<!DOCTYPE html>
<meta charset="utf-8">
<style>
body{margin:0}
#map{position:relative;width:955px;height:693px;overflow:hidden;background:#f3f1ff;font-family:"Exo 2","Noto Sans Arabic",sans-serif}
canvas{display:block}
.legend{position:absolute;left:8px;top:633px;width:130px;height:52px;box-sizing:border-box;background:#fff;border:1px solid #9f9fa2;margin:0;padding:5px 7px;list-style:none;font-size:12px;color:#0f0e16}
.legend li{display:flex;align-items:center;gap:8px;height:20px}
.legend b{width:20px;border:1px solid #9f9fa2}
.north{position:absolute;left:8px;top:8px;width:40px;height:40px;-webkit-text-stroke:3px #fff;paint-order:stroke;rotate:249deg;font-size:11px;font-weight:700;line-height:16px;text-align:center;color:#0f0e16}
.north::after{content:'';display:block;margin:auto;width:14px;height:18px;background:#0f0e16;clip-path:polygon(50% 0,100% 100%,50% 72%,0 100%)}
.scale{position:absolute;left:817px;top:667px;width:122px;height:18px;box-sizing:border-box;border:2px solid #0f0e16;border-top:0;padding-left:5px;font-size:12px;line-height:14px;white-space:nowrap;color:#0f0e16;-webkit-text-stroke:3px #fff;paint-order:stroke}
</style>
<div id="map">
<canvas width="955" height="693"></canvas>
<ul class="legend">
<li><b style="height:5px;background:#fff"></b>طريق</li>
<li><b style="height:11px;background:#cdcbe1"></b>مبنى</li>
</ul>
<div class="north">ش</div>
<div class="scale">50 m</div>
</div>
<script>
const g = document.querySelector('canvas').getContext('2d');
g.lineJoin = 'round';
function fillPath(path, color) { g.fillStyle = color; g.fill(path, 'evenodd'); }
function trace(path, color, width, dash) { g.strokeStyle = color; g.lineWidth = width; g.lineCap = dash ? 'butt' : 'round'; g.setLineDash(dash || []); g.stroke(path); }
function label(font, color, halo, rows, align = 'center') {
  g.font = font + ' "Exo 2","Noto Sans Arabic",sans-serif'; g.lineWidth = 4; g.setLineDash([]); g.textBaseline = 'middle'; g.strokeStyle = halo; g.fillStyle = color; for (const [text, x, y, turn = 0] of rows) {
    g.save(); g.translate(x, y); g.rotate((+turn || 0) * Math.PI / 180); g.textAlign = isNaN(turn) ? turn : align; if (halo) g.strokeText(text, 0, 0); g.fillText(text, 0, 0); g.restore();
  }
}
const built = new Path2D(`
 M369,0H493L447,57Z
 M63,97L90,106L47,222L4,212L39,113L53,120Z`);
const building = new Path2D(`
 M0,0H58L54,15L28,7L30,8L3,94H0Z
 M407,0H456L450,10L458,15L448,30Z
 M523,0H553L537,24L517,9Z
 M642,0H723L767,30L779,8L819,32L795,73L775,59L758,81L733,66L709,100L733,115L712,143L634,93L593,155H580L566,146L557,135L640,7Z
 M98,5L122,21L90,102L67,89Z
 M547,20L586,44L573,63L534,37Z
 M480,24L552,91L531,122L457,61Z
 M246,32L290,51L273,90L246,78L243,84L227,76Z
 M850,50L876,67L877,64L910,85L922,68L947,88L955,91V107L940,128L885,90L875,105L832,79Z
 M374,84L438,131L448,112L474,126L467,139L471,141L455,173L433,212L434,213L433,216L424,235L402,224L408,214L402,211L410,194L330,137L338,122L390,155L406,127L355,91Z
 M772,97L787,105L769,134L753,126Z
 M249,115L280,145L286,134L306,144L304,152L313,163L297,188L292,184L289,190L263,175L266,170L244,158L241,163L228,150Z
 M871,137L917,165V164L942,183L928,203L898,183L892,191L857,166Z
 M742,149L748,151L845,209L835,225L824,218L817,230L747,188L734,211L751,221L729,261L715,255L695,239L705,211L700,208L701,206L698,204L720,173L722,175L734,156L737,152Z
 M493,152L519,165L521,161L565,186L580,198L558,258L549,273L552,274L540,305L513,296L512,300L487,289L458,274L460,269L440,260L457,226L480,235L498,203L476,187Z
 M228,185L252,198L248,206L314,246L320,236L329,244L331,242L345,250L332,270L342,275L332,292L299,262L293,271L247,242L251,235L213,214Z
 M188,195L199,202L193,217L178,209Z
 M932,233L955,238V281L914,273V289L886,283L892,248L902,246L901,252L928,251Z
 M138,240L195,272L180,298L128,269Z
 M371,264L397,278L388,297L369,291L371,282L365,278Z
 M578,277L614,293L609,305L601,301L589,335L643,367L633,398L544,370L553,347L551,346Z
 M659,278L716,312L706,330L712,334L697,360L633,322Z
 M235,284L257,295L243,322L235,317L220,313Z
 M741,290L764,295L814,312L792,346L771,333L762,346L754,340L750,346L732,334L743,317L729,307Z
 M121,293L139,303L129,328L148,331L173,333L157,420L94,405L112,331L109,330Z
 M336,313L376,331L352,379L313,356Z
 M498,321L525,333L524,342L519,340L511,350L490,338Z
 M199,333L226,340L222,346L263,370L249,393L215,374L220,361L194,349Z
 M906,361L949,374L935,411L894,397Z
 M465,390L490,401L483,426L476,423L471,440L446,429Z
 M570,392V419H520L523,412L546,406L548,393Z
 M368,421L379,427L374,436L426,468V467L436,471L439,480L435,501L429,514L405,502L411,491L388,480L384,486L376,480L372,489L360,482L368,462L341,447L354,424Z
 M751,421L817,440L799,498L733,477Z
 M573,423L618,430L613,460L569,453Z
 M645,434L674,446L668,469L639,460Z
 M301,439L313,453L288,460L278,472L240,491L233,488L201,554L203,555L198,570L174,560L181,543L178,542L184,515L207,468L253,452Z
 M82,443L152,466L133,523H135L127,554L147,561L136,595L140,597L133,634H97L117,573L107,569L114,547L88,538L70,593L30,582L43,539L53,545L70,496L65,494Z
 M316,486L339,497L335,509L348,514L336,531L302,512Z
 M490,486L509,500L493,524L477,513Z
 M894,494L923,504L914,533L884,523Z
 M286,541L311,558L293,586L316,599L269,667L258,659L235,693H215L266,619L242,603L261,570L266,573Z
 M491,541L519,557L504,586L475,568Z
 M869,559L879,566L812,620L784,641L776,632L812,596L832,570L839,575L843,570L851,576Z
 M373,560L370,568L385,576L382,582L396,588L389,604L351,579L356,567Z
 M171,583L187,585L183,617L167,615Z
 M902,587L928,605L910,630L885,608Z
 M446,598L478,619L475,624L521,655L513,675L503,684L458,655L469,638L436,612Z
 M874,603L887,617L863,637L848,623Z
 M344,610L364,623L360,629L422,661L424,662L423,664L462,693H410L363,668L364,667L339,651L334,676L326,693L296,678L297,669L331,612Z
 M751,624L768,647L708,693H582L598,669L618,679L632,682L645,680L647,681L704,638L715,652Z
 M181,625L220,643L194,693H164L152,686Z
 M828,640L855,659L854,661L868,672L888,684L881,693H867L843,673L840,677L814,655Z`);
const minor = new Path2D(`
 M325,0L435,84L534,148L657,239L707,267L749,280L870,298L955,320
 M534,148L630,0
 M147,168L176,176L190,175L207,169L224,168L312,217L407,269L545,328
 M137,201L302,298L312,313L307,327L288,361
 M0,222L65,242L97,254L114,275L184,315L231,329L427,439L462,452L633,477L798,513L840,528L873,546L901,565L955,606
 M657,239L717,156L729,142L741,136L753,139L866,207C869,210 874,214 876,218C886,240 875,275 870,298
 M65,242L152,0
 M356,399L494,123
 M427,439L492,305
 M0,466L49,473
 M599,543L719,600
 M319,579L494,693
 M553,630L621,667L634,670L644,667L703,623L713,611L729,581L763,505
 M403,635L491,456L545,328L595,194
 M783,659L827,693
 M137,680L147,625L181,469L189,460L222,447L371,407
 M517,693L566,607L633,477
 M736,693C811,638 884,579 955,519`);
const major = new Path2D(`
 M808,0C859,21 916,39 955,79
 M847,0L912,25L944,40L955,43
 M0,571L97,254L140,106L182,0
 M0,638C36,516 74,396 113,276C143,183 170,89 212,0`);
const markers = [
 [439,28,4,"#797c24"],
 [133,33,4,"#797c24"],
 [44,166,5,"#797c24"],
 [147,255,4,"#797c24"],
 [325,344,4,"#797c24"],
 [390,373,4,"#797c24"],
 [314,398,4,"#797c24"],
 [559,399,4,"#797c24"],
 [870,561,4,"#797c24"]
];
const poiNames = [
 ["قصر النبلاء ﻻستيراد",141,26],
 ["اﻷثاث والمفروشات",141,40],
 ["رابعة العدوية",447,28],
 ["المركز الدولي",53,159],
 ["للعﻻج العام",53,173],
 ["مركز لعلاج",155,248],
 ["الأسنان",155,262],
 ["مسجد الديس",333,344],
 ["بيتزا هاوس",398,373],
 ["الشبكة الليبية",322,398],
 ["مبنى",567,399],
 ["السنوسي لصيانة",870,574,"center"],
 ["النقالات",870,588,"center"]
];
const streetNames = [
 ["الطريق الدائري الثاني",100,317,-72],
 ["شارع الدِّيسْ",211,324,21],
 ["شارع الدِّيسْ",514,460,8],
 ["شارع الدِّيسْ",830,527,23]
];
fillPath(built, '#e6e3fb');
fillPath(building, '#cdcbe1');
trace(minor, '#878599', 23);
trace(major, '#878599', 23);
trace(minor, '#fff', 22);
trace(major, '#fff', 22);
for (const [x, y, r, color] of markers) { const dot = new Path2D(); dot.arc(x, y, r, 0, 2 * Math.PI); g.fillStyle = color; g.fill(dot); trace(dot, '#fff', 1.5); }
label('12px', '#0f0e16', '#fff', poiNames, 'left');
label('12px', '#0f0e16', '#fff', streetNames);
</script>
____________________
What you should do ▸ Each line in the listing above from the one containing "const building = new" through the one containing "M871,137L917,165V164L942,183L928,203L898,183L892,191L857,166Z" should be repeated exactly, and no other line.

Reply ▸
const building = new Path2D(`
 M0,0H58L54,15L28,7L30,8L3,94H0Z
 M407,0H456L450,10L458,15L448,30Z
 M523,0H553L537,24L517,9Z
 M642,0H723L767,30L779,8L819,32L795,73L775,59L758,81L733,66L709,100L733,115L712,143L634,93L593,155H580L566,146L557,135L640,7Z
 M98,5L122,21L90,102L67,89Z
 M547,20L586,44L573,63L534,37Z
 M480,24L552,91L531,122L457,61Z
 M246,32L290,51L273,90L246,78L243,84L227,76Z
 M850,50L876,67L877,64L910,85L922,68L947,88L955,91V107L940,128L885,90L875,105L832,79Z
 M374,84L438,131L448,112L474,126L467,139L471,141L455,173L433,212L434,213L433,216L424,235L402,224L408,214L402,211L410,194L330,137L338,122L390,155L406,127L355,91Z
 M772,97L787,105L769,134L753,126Z
 M249,115L280,145L286,134L306,144L304,152L313,163L297,188L292,184L289,190L263,175L266,170L244,158L241,163L228,150Z
 M871,137L917,165V164L942,183L928,203L898,183L892,191L857,166Z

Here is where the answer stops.